How to match a URL with regex

A pattern that handles real-world URLs without becoming a 200-character monster.

The short answer

^https?://[^\s/$.?#].[^\s]*$

This is a simplified version of the well-known Diego Perini URL regex, suitable for general use. Open it in the explainer →

What it matches

https://example.com
http://sub.domain.com/path?query=1
https://example.com:8080/page#anchor
https://user:pass@example.com/path

What it rejects

example.com — no scheme
ftp://example.com — non-HTTP scheme
http:// — no host
http:// example.com — has whitespace

How it works

^: Start of string.
https?: "http" optionally followed by "s".
://: The scheme separator.
[^\s/$.?#]: The first character of the host — anything that's not whitespace, slash, dollar, dot, question, or hash. This rules out URLs like http:///path.
.: One more character.
[^\s]*: Zero or more non-whitespace characters — the rest of the URL.
$: End of string.

If you want all schemes

Drop the https? and accept any scheme:

^[a-zA-Z][a-zA-Z0-9+.-]*://[^\s/$.?#].[^\s]*$

If you want to extract URLs from text

Use without anchors and with the global flag:

const urls = text.match(/https?:\/\/[^\s]+/g);

Or in Python:

urls = re.findall(r"https?://[^\s]+", text)

Gotchas

Trailing punctuation

"Visit https://example.com." — the [^\s]+ grabs the trailing period because it's not whitespace. To exclude common trailing punctuation:

https?://[^\s]+?[^\s.,;:!?)]

Internationalized domain names

The pattern doesn't handle Unicode domain names like https://例え.jp. Most browsers convert these to https://xn--r8jz45g.jp (punycode) when sending, but in raw text they'll fail to match. For Unicode URLs:

^https?://[^\s/$.?#].[^\s]*$/u

(Add the u flag in JS, or use Unicode mode in Python.)
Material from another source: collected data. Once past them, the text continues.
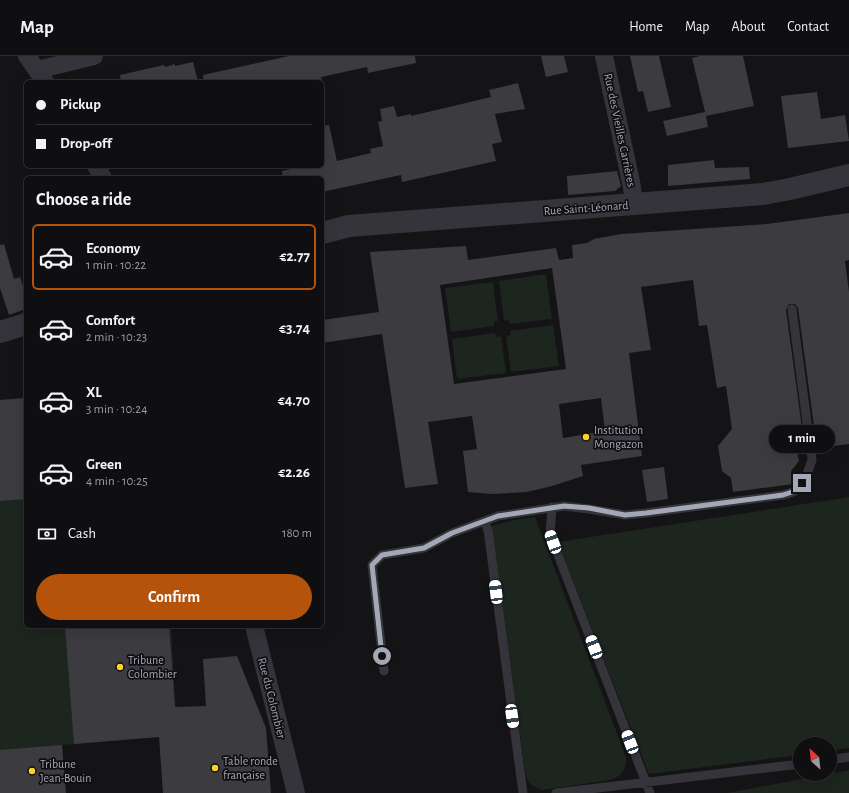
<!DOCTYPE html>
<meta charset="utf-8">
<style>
:root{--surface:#0f0e10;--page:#181719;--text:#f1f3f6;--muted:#9b9c9f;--line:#2f2e30;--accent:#b45309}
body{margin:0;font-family:"Alegreya Sans",sans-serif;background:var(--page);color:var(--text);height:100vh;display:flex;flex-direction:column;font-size:15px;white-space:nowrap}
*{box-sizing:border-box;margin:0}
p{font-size:13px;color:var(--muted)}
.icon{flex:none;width:22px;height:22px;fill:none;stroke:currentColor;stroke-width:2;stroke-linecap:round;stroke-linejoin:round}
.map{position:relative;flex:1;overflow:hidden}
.details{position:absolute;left:24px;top:120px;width:300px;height:452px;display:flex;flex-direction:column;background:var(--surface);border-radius:6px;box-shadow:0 4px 16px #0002,0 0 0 1px var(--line)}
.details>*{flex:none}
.hud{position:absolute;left:24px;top:24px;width:300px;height:88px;border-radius:6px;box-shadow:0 4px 16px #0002,0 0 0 1px var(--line);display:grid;align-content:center;height:88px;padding:0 12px;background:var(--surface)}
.needle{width:26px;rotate:333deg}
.controls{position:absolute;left:793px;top:681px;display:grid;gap:8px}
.controls a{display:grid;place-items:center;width:44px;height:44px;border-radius:50%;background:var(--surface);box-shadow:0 4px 16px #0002,0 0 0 1px var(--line);font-size:20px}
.end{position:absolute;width:18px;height:18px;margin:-9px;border:5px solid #a4a7b6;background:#111;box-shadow:0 0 0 2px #111}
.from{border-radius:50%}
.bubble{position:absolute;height:28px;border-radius:14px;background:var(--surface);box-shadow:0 4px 16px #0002,0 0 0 1px var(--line);font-size:13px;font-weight:700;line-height:28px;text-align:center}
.car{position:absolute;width:12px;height:24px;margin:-12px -6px;border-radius:5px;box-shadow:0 0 3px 1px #0007;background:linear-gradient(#fff 24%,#345 0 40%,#fff 0 76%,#345 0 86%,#fff 0)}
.hud b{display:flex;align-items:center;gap:14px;height:38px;font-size:15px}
.hud b+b{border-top:1px solid var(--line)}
.hud i{width:10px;height:10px;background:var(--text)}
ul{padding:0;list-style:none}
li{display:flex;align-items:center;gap:12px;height:66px;margin:0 8px 6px;padding:0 4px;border:2px solid transparent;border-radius:6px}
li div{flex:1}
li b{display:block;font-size:15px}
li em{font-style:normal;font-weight:700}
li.current{border-color:var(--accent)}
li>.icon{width:36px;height:36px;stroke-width:1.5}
h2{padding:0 12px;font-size:18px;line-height:48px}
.pay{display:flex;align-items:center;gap:10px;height:44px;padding:0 12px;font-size:15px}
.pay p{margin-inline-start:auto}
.primary-button{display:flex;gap:8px;margin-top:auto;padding:8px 12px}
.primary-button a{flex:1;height:46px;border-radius:24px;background:var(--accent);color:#fff;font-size:16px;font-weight:700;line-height:46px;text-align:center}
header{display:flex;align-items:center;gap:24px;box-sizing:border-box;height:56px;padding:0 20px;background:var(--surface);border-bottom:1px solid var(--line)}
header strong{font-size:19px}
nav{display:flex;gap:22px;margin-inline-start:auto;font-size:14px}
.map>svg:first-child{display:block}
.green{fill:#1d251f}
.building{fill:#3b3b40;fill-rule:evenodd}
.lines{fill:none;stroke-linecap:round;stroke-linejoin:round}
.service{stroke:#34343a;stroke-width:9}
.minor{stroke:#34343a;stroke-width:18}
.tertiary{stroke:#34343a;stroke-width:22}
.route{stroke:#a4a7b6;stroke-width:5}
.poi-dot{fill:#fcd324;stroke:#0f0e10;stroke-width:1.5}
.labels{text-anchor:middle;stroke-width:3.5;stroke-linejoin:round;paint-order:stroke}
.street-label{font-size:12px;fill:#a4a7b6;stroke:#0f0e10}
.poi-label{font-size:12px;fill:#a4a7b6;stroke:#0f0e10;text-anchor:start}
</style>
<header>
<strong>Map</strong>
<nav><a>Home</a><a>Map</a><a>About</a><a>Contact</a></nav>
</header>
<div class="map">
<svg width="849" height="737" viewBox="0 0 849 737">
<rect width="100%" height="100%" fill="#141315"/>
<path class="green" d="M546,218l6,45 -43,5v-4l-5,1 -5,-40z
M493,226l5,39 -4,1v4l-43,6 -6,-44z
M553,269l6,41 -48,6 -5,-36 5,-1 -1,-4z
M495,277l1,4 5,-1 5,37 -49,6 -5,-40z
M26,342v228h145l6,109 -115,10 3,48h-65v-393z
M849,441v251l-19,3v-7h-30v11l-151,19 -39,-99 -7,-16 -7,-20 -38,-97z
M535,461l91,240c0,12 -3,19 -16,23l-68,10 -11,-5 -5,-8 -35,-251 23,-6z
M849,714v23h-122z"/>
<path class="building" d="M289,0h126l1,7 -48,10 -1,-6 -46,10 1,5h-118l-1,-7z
M541,0h23l4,16 -22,5z
M630,0h29l12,51 -23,5 -5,-21 -5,1z
M700,0h43l11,50 -48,10 2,11 -41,9 -4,-15 42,-9 -13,-54z
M193,6l5,20h-77l-1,-7 44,-10 1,2 10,-3v2z
M518,27l7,26 -30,5 7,28 -10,2 4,17 -94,21 -1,-7 -79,17v-14h-39l-1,-7 23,-5h17v-40l7,-1 8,36 34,-8 -1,-4 13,-3 -5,-24 4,-1 -2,-12 14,-3 3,11 14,-3v2l80,-19 -2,-7z
M817,36l4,27 24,-4 4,26 -61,7 -7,-52z
M714,104l1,8 34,-1 1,12 -82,7v-21z
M617,115l4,15 -6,5 -47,4 -1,-19z
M849,157v47l-4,1 4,31v152l-32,4 -19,-140 -3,-4h-6l-3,6 19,140 -8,1 2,10 -8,10 2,13 -60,8 -2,-14 -9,-7 -4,-25 14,-17 -6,-43 -9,2 -10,-63 -8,1 -6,-46 -52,7 10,63 -22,3 13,103 -61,9 2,11 -31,10 -25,6 -35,2 -24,-2 -5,-41 14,-2 -5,-33 -44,6 10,62 -33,4 -23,-154 -60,9v-23l57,-8 -9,-60 96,-6 2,14 88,-12 3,12 14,-2 -1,-13 15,-2 7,-4 27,-5 146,-10zM552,212l14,101 -112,15 -14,-99zM601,342l4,33 -42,7 -4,-34z
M4,188l10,35 6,-2 6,17v15l-17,6 -9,-27v-43z
M26,342v101l-26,2v-101z
M664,411l4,32 -21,3 -5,-32z
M65,570h104l6,81 31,-1 -3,-47 34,-3 29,72 5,65h-108l-4,-56 -85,7z
M62,689l4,48h-66v-43z"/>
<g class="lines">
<path class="service" d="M552,451l-2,27 100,259
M484,465l4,9 35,263
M384,615l-12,-106 10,-10 42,-7 28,-15 46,-17 66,-10 25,3 36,6 21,-2 137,-18c3,-1 8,-2 12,-4 10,-6 13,-21 17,-31l-20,-151
M830,704l19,-3
M556,737l244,-29"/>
<path class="minor" d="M27,0l18,26
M604,0l28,131 2,18
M37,14l57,-14
M96,110l7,12
M254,570l42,167"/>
<path class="tertiary" d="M322,177l27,-7 414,-32 27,-5 59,-14
M0,276l26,-8"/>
</g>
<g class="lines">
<path class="route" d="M382,600l-10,-91 10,-10 42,-7 28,-15 46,-17 66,-10 25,2 36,7 21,-2 137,-18 12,-4 7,-8"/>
</g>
<g class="poi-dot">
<circle cx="586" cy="381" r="4"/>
<circle cx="120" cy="611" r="4"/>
<circle cx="215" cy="712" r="4"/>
<circle cx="32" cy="715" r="4"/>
</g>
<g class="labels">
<g class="street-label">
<text transform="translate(620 74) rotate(78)" y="4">Rue des Vieilles Carrières</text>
<text transform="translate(586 152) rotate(-4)" y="4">Rue Saint-Léonard</text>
<text transform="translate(272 642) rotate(76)" y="4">Rue du Colombier</text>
</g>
<g class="poi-label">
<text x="594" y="378">Institution<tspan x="594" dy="14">Mongazon</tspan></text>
<text x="128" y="608">Tribune<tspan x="128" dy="14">Colombier</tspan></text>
<text x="223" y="709">Table ronde<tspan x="223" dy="14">française</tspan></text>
<text x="40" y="712">Tribune<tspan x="40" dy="14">Jean-Bouin</tspan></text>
</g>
</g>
</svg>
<div class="controls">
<a><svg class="needle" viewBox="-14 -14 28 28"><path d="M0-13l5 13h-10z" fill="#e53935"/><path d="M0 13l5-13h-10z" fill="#9b9c9f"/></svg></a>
</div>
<i class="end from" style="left:382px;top:600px"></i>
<i class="end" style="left:802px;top:427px"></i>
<div class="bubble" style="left:769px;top:369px;width:66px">1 min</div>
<i class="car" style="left:553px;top:486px;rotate:340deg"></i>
<i class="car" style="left:496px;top:536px;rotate:353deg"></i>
<i class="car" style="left:594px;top:591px;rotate:339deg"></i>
<i class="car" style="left:512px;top:660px;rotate:172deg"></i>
<i class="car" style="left:630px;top:686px;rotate:339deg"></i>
<div class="hud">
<b><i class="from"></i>Pickup</b>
<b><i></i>Drop-off</b>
</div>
<section class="details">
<h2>Choose a ride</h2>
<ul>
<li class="current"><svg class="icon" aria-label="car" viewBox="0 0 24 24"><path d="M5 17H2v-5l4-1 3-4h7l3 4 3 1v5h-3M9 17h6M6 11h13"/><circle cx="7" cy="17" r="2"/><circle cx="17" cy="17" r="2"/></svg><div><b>Economy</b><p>1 min · 10:22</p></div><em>€2.77</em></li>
<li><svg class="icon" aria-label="car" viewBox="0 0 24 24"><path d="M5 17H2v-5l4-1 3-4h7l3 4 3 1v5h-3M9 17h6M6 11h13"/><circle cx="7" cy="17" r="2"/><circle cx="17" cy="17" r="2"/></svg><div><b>Comfort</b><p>2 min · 10:23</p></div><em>€3.74</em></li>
<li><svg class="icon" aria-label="car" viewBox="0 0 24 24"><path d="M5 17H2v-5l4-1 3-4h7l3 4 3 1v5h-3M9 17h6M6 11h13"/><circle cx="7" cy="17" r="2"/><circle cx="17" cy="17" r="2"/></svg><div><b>XL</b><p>3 min · 10:24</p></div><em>€4.70</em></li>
<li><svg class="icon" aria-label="car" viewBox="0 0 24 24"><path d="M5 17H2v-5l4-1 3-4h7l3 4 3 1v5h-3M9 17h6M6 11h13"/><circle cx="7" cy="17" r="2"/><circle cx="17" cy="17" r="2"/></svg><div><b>Green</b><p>4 min · 10:25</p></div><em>€2.26</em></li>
</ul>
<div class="pay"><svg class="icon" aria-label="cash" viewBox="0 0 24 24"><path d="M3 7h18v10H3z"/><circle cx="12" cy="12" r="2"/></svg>Cash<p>180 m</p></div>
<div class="primary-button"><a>Confirm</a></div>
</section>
</div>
When to use a URL parser instead

For anything that touches security — URL allowlisting, SSRF prevention, redirect validation — do not rely on regex. Use a real URL parser:

JavaScript: new URL(str)
Python: urllib.parse.urlparse(str)
Java: java.net.URI

Parsers handle edge cases (percent-encoding, port numbers, IPv6 hosts, userinfo) that regex would need 200+ characters to match correctly — and even then would still miss some.

The takeaway

The pattern above is fine for "does this look like an HTTP URL." For programmatic URL handling, parse with a library. For URL extraction from prose, regex is the right tool — just be ready to trim trailing punctuation.